*** Opening TASK INPUTS ***

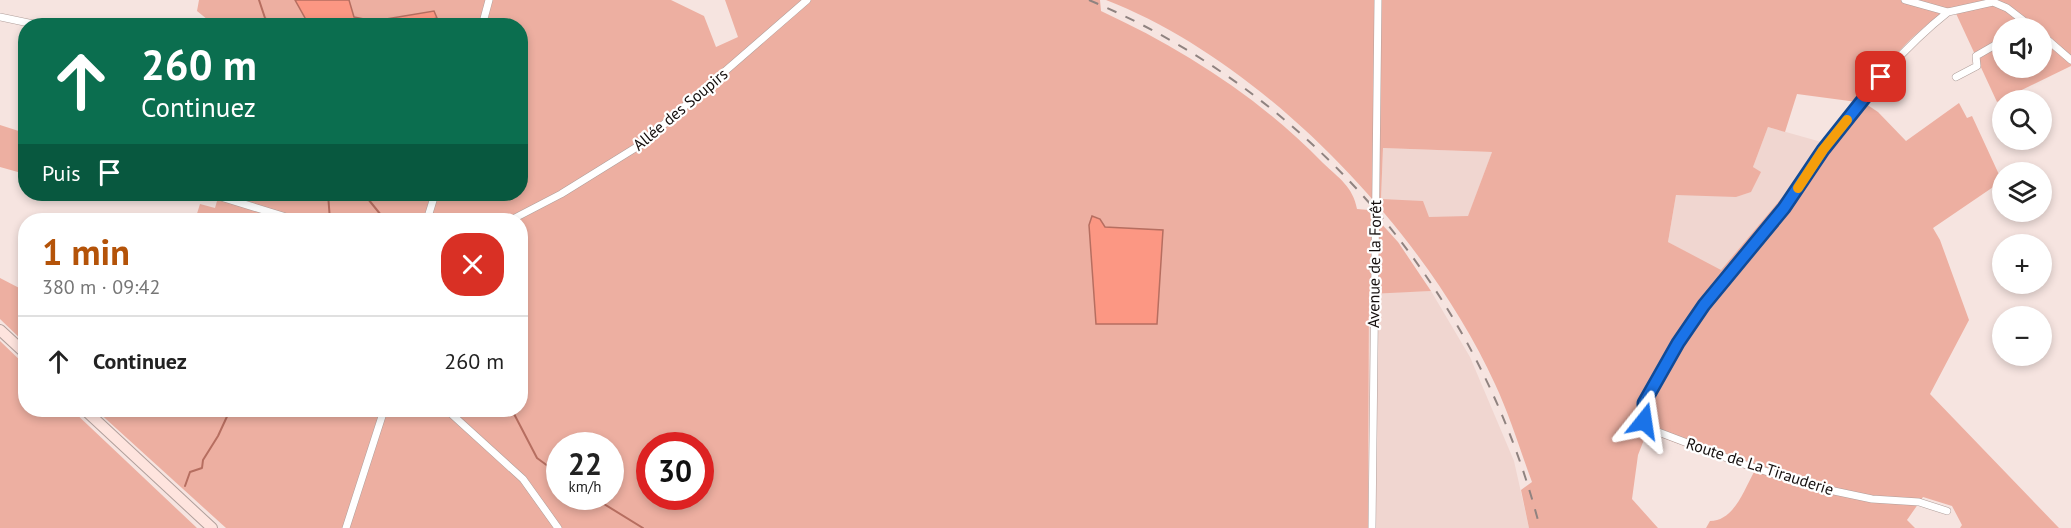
<!DOCTYPE html>
<html lang="fr">
<meta charset="utf-8">
<style>
:root{--surface:#fff;--page:#f6f6f6;--text:#222;--muted:#767676;--line:#e0e0e0;--accent:#b45309}
body{margin:0;font-family:"PT Sans",sans-serif;background:var(--page);color:var(--text);height:100vh;display:flex;flex-direction:column;font-size:22px;white-space:nowrap}
*{box-sizing:border-box;margin:0}
p{font-size:20px;color:var(--muted)}
.icon{flex:none;width:33px;height:33px;fill:none;stroke:currentColor;stroke-width:2;stroke-linecap:round;stroke-linejoin:round}
.map{position:relative;flex:1;overflow:hidden}
.details{position:absolute;left:18px;top:213px;width:510px;height:204px;display:flex;flex-direction:column;background:var(--surface);border-radius:24px;box-shadow:0 3px 9px #0003}
.details>*{flex:none}
.banner{position:absolute;left:18px;top:18px;width:510px;height:183px;border-radius:24px;box-shadow:0 3px 9px #0003;background:#0b6e4f;color:#fff;overflow:hidden}
.fabs{position:absolute;left:1992px;top:18px;display:grid;gap:12px}
.fabs a{display:grid;place-items:center;width:60px;height:60px;border-radius:50%;background:var(--surface);box-shadow:0 3px 9px #0003;font-size:30px}
.speed{position:absolute;left:546px;top:432px;display:flex;gap:12px;font-size:30px;font-weight:700;text-align:center}
.speed>*{display:grid;place-content:center;width:78px;height:78px;border-radius:50%;background:var(--surface);box-shadow:0 3px 9px #0003;line-height:1}
.speed small{font-size:15px;font-weight:400}
.speed .limit{border:9px solid #d22;background:#fff;color:#111}
.pin{position:absolute;display:grid;place-items:center;width:51px;height:51px;color:#fff;margin:-26px;border-radius:12px;box-shadow:0 3px 9px #0006}
.me{position:absolute;width:66px;margin:-33px;rotate:15deg;stroke-linejoin:round;filter:drop-shadow(0 0 4px #0008)}
.turn{display:flex;align-items:center;gap:21px;height:126px;padding:0 24px;font-size:27px}
.turn .icon{width:78px;height:78px;stroke-width:2.5}
.turn b{display:block;font-size:42px;line-height:51px}
.then{display:flex;align-items:center;height:57px;padding:0 24px;background:#0003;gap:12px;font-size:22px}
.round{display:grid;place-items:center;flex:none;width:63px;height:63px;border-radius:24px;background:var(--page)}
.headline{display:flex;align-items:center;justify-content:space-between;height:102px;padding:0 24px}
h1{font-size:36px;font-weight:800;line-height:45px;color:var(--accent)}
ul{padding:0;list-style:none}
li{display:flex;align-items:center;gap:18px;height:90px;padding:0 24px;border-top:2px solid var(--line)}
li div{flex:1}
li b{display:block;font-size:22px}
li em{font-style:normal}
.map>svg:first-child{display:block}
</style>
<div class="map">
<svg width="2071" height="528" viewBox="0 0 2071 528">
<rect width="100%" height="100%" fill="#f6e4e0"/>
<!-- built -->
<path fill="#f0d6d0" d="M1768 127 1832 145 1795 199 1784 195 1720 271 1668 242 1676 195H1702L1760 172 1753 167Z
M1383 148 1492 152 1468 217H1429L1381 199Z
M1431 291 1470 357 1514 461 1529 528H1368L1369 293Z"/>
<!-- green -->
<path fill="#edafa1" fill-rule="evenodd" d="M199 0H295L309 25H224V20L213 24 197 11Z
M349 0H671L704 16 716 47 738 37 725 0H1100L1101 11C1183 49 1260 98 1323 163 1339 178 1353 187 1357 209L1369 210 1398 242 1431 291 1369 294 1368 528H226L96 410H520V220H195L200 204 215 208 219 194H520V26L390 25 389 19 374 21 354 17ZM1093 216 1100 219 1105 227 1096 324 1089 225ZM560 446H610V496H560ZM650 446H700V496H650Z
M1106 0H2071V66L1997 102 1953 7C1914 29 1884 67 1857 102L1797 94 1785 132 1768 127 1753 167 1761 172 1751 192 1736 197 1676 195 1668 242 1721 270 1784 195 1795 199 1832 145 1866 104 1878 112 1906 141 1959 103 1967 118 1972 116 2002 181 1933 228 1940 240 1969 320 1930 394 2059 528H1960L1962 525 1952 506 1923 497 1907 520 1915 528H1706L1710 521C1734 521 1744 490 1754 472L1647 432 1638 455 1632 499 1658 528H1529L1521 490 1532 482C1520 450 1510 416 1495 384 1425 231 1264 61 1106 0ZM2002 28H2042V68H2002ZM1383 148 1492 152 1468 216 1429 217 1423 201 1381 199Z
M0 125 25 133V174L0 167Z
M0 278 25 291V343L0 319Z
M0 341 25 365 26 410H72L197 528H0Z"/>
<!-- water -->
<path fill="#fc9783" stroke="#b66e60" stroke-width="1.5" d="M295 0H349L354 17 374 21 434 11 437 18 406 26 309 25Z
M1092 216 1100 219 1105 227 1163 230 1157 324H1096L1089 225Z"/>
<g fill="none" stroke-linecap="round" stroke-linejoin="round">
<!-- stream -->
<path stroke="#b66e60" stroke-width="2" d="M259 0 265 18 273 26
M328 194 330 220
M364 194 385 220
M512 410 537 458 560 475
M185 486 190 472 202 468 203 460 218 436 230 410
M591 496 643 528"/>
<!-- minor casing -->
<g stroke="#b09f9b" stroke-width="8">
<path id="minor" d="M1905 0 1948 12 1993 2 2007 8 2033 28
M0 17 43 26
M482 26 489 0
M2042 35 2071 60
M1956 77 1977 66 1976 56 2002 41
M211 194 296 220
M427 220 435 194
M511 220 561 194 640 145 807 0
M447 410 523 479 558 528
M1947 511 1919 502 1872 499 1815 487 1740 463 1653 430 1644 421C1645 397 1653 391 1664 371 1696 312 1741 263 1782 210 1797 191 1809 170 1823 150 1859 100 1900 50 1948 12
M346 528 384 410
M1372 528 1378 0"/>
</g>
<!-- secondary casing -->
<g stroke="#b09f9b" stroke-width="12">
<path id="secondary" d="M0 330 26 354
M85 410 212 528"/>
</g>
<!-- minor -->
<use href="#minor" stroke="#fff" stroke-width="7"/>
<!-- secondary -->
<use href="#secondary" stroke="#fee4de" stroke-width="10"/>
<!-- rail -->
<path stroke="#908380" stroke-width="2" stroke-dasharray="10 10" stroke-linecap="butt" d="M1089 0C1314 95 1480 292 1540 528"/>
</g>
<g fill="none" stroke-linecap="round" stroke-linejoin="round">
<!-- route casing -->
<g stroke="#114b97" stroke-width="15">
<path id="route" d="M1644 421V403L1678 343 1704 305 1784 208 1823 150 1881 77"/>
</g>
<!-- route -->
<use href="#route" stroke="#1a73e8" stroke-width="10"/>
<!-- slow -->
<path stroke="#f59e0b" stroke-width="10" d="M1798 188 1823 150 1847 120"/>
</g>
<g text-anchor="middle" dominant-baseline="central" stroke-width="4.5" stroke-linejoin="round" paint-order="stroke">
<!-- street labels -->
<g font-size="16" fill="#140e0d" stroke="#fff">
<text transform="translate(680 109) rotate(-40)">Allée des Soupirs</text>
<text transform="translate(1374 264) rotate(-89)">Avenue de la Forêt</text>
<text transform="translate(1760 466) rotate(18)">Route de La Tirauderie</text>
</g>
</g>
</svg>
<div class="fabs">
<a><svg class="icon" aria-label="sound" viewBox="0 0 24 24"><path d="M4 9h4l5-4v14l-5-4H4zM17 9q2 3 0 6"/></svg></a>
<a><svg class="icon" aria-label="search" viewBox="0 0 24 24"><circle cx="10" cy="10" r="6"/><path d="M15 15l6 6"/></svg></a>
<a><svg class="icon" aria-label="layers" viewBox="0 0 24 24"><path d="M12 4l9 5-9 5-9-5zM3 14l9 5 9-5"/></svg></a>
<a>+</a>
<a>−</a>
</div>
<div class="speed"><div>22<small>km/h</small></div><div class="limit">30</div></div>
<div class="pin" style="left:1881px;top:77px;background:#d93025"><svg class="icon" aria-label="arrive" viewBox="0 0 24 24"><path d="M6 21V4h12l-3 4 3 4H6"/></svg></div>
<svg class="me" style="left:1644px;top:421px" viewBox="-20 -20 40 40"><path d="M0-17L14 15 0 8-14 15z" fill="#1a73e8" stroke="#fff" stroke-width="4"/></svg>
<div class="banner">
<div class="turn"><svg class="icon" aria-label="ahead" viewBox="0 0 24 24"><path d="M12 20V5M6 11l6-6 6 6"/></svg><div><b>260 m</b>Continuez</div></div>
<div class="then">Puis<svg class="icon" aria-label="arrive" viewBox="0 0 24 24"><path d="M6 21V4h12l-3 4 3 4H6"/></svg></div>
</div>
<section class="details">
<div class="headline"><div><h1>1 min</h1><p>380 m · 09:42</p></div><a class="round" style="background:#d93025;color:#fff"><svg class="icon" aria-label="close" viewBox="0 0 24 24"><path d="M6 6l12 12M18 6L6 18"/></svg></a></div>
<ul>
<li><svg class="icon" aria-label="ahead" viewBox="0 0 24 24"><path d="M12 20V5M6 11l6-6 6 6"/></svg><div><b>Continuez</b></div><em>260 m</em></li>
</ul>
</section>
</div>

*** Closing TASK INPUTS ***

### WHAT YOU ARE ASKED TO DO
For the string "minor", give the number of lines in the records that contain it and nothing besides.

### TASK RESPONSE
4